Collected data:
+ + +

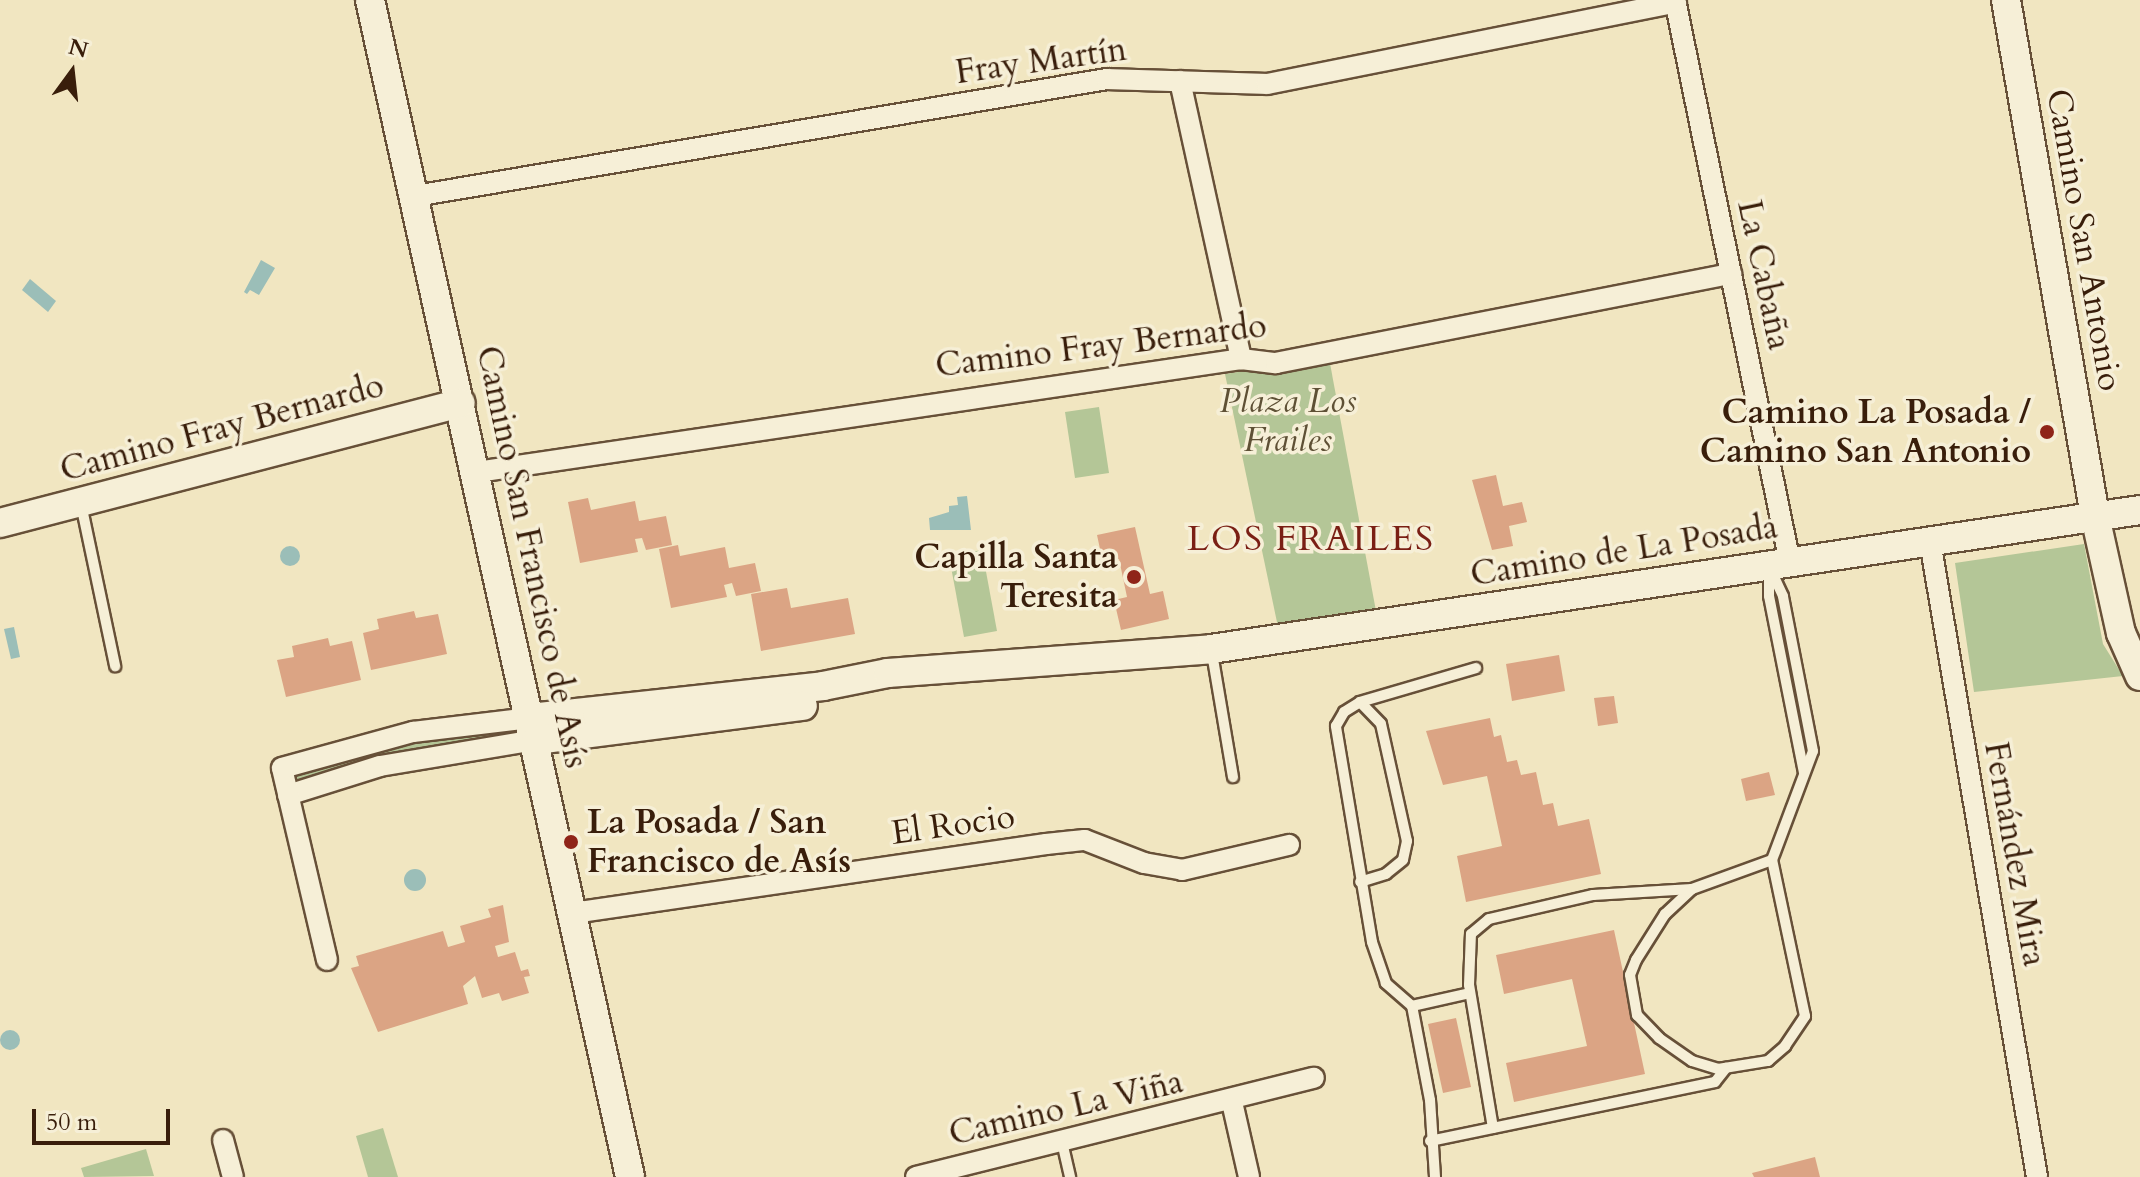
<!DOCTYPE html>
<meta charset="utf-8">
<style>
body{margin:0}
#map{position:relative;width:2140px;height:1177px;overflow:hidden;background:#f1e6c1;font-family:Cardo,serif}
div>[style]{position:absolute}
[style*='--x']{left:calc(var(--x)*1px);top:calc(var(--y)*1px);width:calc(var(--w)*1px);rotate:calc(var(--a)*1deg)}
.green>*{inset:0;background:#b4c697}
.water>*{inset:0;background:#9bbeb8}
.round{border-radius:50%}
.building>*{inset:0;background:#dba484}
.roads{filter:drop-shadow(2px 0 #675038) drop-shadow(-2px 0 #675038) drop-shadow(0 2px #675038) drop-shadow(0 -2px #675038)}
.lane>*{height:10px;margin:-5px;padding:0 5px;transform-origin:5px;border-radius:5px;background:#f6efd7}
.street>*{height:20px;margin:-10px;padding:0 10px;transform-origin:10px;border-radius:10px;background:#f6efd7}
.secondary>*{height:28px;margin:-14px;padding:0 14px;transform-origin:14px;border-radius:14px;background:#f6efd7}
.dots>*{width:22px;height:22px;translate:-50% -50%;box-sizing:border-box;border:4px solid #f6efd7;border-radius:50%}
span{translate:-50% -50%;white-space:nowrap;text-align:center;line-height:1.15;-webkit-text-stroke:7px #f6efd7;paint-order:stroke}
.street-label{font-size:34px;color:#391e0b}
.park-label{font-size:34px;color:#5e5035;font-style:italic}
.poi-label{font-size:34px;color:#391e0b;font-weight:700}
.right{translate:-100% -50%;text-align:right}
.left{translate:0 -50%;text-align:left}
.neighbourhood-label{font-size:36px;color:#7a1f14;letter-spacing:2px}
.north{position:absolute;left:32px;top:32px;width:80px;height:80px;-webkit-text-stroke:6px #f6efd7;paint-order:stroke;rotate:15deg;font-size:22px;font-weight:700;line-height:32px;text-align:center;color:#391e0b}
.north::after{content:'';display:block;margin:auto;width:28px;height:36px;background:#391e0b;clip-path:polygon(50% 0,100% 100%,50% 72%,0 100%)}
.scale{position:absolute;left:32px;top:1109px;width:138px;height:36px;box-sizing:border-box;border:4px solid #391e0b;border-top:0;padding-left:10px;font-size:24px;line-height:28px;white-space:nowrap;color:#391e0b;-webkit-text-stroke:6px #f6efd7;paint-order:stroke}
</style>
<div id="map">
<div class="green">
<div style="clip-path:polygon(1329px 358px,1376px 611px,1278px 627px,1225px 374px)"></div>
<div style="clip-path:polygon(1099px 407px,1109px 473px,1075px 478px,1065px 412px)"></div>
<div style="clip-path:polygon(2084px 544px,2103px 644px,2123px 676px,1974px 692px,1955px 563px)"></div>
<div style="clip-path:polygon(982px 550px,997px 631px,964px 637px,949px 556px)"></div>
<div style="clip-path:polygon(500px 729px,500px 734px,295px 781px,297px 776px,409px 745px)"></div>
<div style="clip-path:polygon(383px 1128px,398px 1177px,368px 1177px,356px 1136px)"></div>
<div style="clip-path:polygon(146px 1149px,154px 1176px,84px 1177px,81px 1168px)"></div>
</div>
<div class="water">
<div style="clip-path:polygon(261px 260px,275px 268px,259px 295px,250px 290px,247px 294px,244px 292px)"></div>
<div style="clip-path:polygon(30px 279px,56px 301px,48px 312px,22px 290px)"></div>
<div style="clip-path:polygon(967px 496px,971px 530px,930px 530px,929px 518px,949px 512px,949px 506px,958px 505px,957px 497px)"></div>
<div class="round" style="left:280px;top:546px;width:20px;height:20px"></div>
<div style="clip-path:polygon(14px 627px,20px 657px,11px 659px,4px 629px)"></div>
<div class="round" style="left:404px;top:869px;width:22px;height:22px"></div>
<div class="round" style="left:0;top:1030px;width:20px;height:20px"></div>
</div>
<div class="building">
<div style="clip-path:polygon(1496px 475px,1503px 506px,1522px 502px,1527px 522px,1509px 526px,1513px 546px,1492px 550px,1472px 480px)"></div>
<div style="clip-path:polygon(588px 498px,591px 510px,635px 501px,639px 521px,666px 516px,672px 545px,646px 550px,642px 538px,635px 539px,638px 552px,580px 563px,568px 502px)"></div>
<div style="clip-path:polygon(1135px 527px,1150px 594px,1163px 591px,1169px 619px,1121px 630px,1114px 600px,1127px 597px,1119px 559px,1103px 563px,1097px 535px)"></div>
<div style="clip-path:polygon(678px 545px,680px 556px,725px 547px,729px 568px,755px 563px,761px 591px,736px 596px,732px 583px,724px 585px,727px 597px,671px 608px,659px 549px)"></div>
<div style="clip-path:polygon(787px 588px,791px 608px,848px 598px,855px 634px,761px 651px,751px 594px)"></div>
<div style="clip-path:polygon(414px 611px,416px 618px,438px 614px,447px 654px,371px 670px,363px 633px,379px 629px,377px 619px)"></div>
<div style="clip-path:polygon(328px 638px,330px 646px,352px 641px,361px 680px,286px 697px,277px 660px,294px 657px,292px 646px)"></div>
<div style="clip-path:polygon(1559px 655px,1565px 691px,1512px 701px,1506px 664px)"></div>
<div style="clip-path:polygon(1614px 696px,1618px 723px,1598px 726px,1594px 698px)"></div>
<div style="clip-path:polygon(1490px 718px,1494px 737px,1501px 735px,1507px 762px,1517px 760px,1521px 775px,1536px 772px,1543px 805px,1553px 803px,1558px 826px,1589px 819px,1601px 874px,1466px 902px,1457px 856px,1502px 846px,1487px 776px,1443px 785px,1426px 731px)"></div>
<div style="clip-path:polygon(1769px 772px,1775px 795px,1746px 801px,1741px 779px)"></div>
<div style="clip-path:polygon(503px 905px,509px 942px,495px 946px,498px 957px,515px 952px,521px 971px,528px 969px,530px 976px,524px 977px,529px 993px,502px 1001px,499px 993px,482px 998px,475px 976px,463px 986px,468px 1004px,378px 1032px,351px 968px,359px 966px,356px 956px,443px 931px,448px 947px,465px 942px,460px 926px,491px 917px,488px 909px)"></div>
<div style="clip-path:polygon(1614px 930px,1645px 1074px,1514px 1102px,1506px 1063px,1587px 1046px,1572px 979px,1504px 994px,1496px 955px)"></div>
<div style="clip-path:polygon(1456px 1018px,1471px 1087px,1443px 1093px,1428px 1024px)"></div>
<div style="clip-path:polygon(1815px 1157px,1820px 1177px,1754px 1177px,1752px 1173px)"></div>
</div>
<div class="roads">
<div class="lane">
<div style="--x:81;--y:504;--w:166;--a:78.1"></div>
<div style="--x:1769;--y:569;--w:27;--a:90"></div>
<div style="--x:1769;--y:596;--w:180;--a:78.8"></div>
<div style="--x:1212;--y:653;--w:126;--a:80.4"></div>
<div style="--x:1360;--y:702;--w:30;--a:46"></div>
<div style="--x:1381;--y:724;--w:120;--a:77.5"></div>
<div style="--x:1407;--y:841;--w:19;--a:102"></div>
<div style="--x:1403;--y:860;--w:22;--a:141"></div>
<div style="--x:1386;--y:874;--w:27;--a:163"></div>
<div style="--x:1692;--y:889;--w:37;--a:137"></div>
<div style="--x:1665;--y:914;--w:54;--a:122.2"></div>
<div style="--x:1636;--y:960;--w:16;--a:112"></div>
<div style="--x:1630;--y:975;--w:41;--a:80.1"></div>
<div style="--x:1637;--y:1015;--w:32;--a:46"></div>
<div style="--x:1659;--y:1038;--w:40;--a:34.9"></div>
<div style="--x:1692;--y:1061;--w:27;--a:17"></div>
<div style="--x:1718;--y:1069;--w:51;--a:-9.1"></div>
<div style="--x:1768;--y:1061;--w:23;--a:-41"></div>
<div style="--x:1785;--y:1046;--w:36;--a:-56"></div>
<div style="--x:1805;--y:1016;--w:159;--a:-101.9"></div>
<div style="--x:1412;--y:1006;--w:35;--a:-139"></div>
<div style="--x:1386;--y:983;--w:43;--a:-108.9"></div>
<div style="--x:1372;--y:942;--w:219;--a:-99.5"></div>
<div style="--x:1336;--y:726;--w:16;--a:-60"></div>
<div style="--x:1344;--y:712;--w:19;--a:-32"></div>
<div style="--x:1360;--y:702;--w:121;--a:-16.3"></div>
<div style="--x:1493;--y:1128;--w:145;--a:-99.5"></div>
<div style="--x:1469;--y:985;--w:51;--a:-87.8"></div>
<div style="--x:1471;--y:934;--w:23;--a:-40"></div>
<div style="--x:1489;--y:919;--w:107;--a:-13"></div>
<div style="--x:1593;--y:895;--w:99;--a:-3.5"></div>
<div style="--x:1692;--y:889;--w:85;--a:-19.9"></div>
<div style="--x:1772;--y:860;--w:116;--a:-69.4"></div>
<div style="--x:1813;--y:751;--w:158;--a:-101"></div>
<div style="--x:1783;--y:596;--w:33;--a:-115"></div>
<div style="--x:1430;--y:1141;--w:291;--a:-11.7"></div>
<div style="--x:1715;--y:1082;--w:18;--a:-52"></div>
<div style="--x:1062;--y:1142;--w:36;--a:77"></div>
<div style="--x:1435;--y:1177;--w:77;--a:-93.7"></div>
<div style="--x:1430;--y:1100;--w:96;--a:-100.8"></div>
<div style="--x:1412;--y:1006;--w:59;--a:-12.6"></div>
</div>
<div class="street">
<div style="--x:1675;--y:0;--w:575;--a:78.46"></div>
<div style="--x:1180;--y:81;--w:285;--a:77.6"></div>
<div style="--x:415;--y:196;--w:702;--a:-9.6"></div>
<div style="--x:1107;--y:79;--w:160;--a:1.8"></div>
<div style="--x:1267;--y:84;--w:417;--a:-11.3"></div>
<div style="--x:477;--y:472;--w:772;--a:-8.41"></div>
<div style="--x:1241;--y:359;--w:35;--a:7"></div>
<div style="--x:1276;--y:363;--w:464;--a:-11.1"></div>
<div style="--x:1930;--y:541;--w:645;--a:80.45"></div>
<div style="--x:288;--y:795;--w:96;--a:-17.5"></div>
<div style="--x:380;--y:766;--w:158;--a:-9.5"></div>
<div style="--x:573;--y:913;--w:478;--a:-8.3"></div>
<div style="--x:1046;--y:844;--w:39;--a:-6"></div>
<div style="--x:1085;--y:840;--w:63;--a:21.3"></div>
<div style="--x:1144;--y:863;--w:39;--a:10"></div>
<div style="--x:1182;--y:870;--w:110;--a:-13.2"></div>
<div style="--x:327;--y:960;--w:197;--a:-103.2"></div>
<div style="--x:282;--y:768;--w:136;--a:-15.4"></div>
<div style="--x:413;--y:732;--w:118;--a:-6.8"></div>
<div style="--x:1232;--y:1102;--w:77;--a:77.2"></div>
<div style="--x:223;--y:1140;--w:38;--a:75"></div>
<div style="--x:916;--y:1177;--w:410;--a:-14"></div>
</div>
<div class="secondary">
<div style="--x:370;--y:0;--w:1205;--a:77.54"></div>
<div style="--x:2006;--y:0;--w:524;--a:80.21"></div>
<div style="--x:2095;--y:516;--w:120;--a:77.5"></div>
<div style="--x:2121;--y:633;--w:47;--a:66.2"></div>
<div style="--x:0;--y:523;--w:476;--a:-14.6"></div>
<div style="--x:530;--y:718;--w:295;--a:-6.2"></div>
<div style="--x:823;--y:686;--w:66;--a:-11.3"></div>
<div style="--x:888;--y:673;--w:324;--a:-4.2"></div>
<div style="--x:1211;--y:649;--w:939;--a:-8.51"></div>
<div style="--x:536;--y:740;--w:269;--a:-7.3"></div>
</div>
</div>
<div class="dots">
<div style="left:2047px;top:432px;background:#8f2418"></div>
<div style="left:1134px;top:577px;background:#8f2418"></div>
<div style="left:571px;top:842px;background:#8f2418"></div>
</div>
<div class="street-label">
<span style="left:1041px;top:61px;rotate:-8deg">Fray Martín</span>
<span style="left:2084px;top:240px;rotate:80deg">Camino San Antonio</span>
<span style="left:1764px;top:275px;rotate:78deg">La Cabaña</span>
<span style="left:1101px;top:346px;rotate:-7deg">Camino Fray Bernardo</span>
<span style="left:222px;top:428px;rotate:-15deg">Camino Fray Bernardo</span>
<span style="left:1624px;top:551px;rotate:-9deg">Camino de La Posada</span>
<span style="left:532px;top:557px;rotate:78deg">Camino San Francisco de Asís</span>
<span style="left:953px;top:825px;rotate:-8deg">El Rocio</span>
<span style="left:2015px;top:854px;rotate:80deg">Fernández Mira</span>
<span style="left:1066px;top:1108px;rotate:-13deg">Camino La Viña</span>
</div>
<div class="park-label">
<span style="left:1288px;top:421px">Plaza Los<br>Frailes</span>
</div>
<div class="poi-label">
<span class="right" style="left:2031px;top:432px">Camino La Posada /<br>Camino San Antonio</span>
<span class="right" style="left:1118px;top:577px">Capilla Santa<br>Teresita</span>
<span class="left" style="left:587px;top:842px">La Posada / San<br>Francisco de Asís</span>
</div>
<div class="neighbourhood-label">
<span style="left:1311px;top:539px">LOS FRAILES</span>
</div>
<div class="north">N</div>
<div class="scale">50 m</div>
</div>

+ + +

• [Exercise]: Omit the pictures. Print, word for word, the lines from the beginning of the entries above through the line that holds "0 #675038) drop-shadow(-2px".

• [Output]:
<!DOCTYPE html>
<meta charset="utf-8">
<style>
body{margin:0}
#map{position:relative;width:2140px;height:1177px;overflow:hidden;background:#f1e6c1;font-family:Cardo,serif}
div>[style]{position:absolute}
[style*='--x']{left:calc(var(--x)*1px);top:calc(var(--y)*1px);width:calc(var(--w)*1px);rotate:calc(var(--a)*1deg)}
.green>*{inset:0;background:#b4c697}
.water>*{inset:0;background:#9bbeb8}
.round{border-radius:50%}
.building>*{inset:0;background:#dba484}
.roads{filter:drop-shadow(2px 0 #675038) drop-shadow(-2px 0 #675038) drop-shadow(0 2px #675038) drop-shadow(0 -2px #675038)}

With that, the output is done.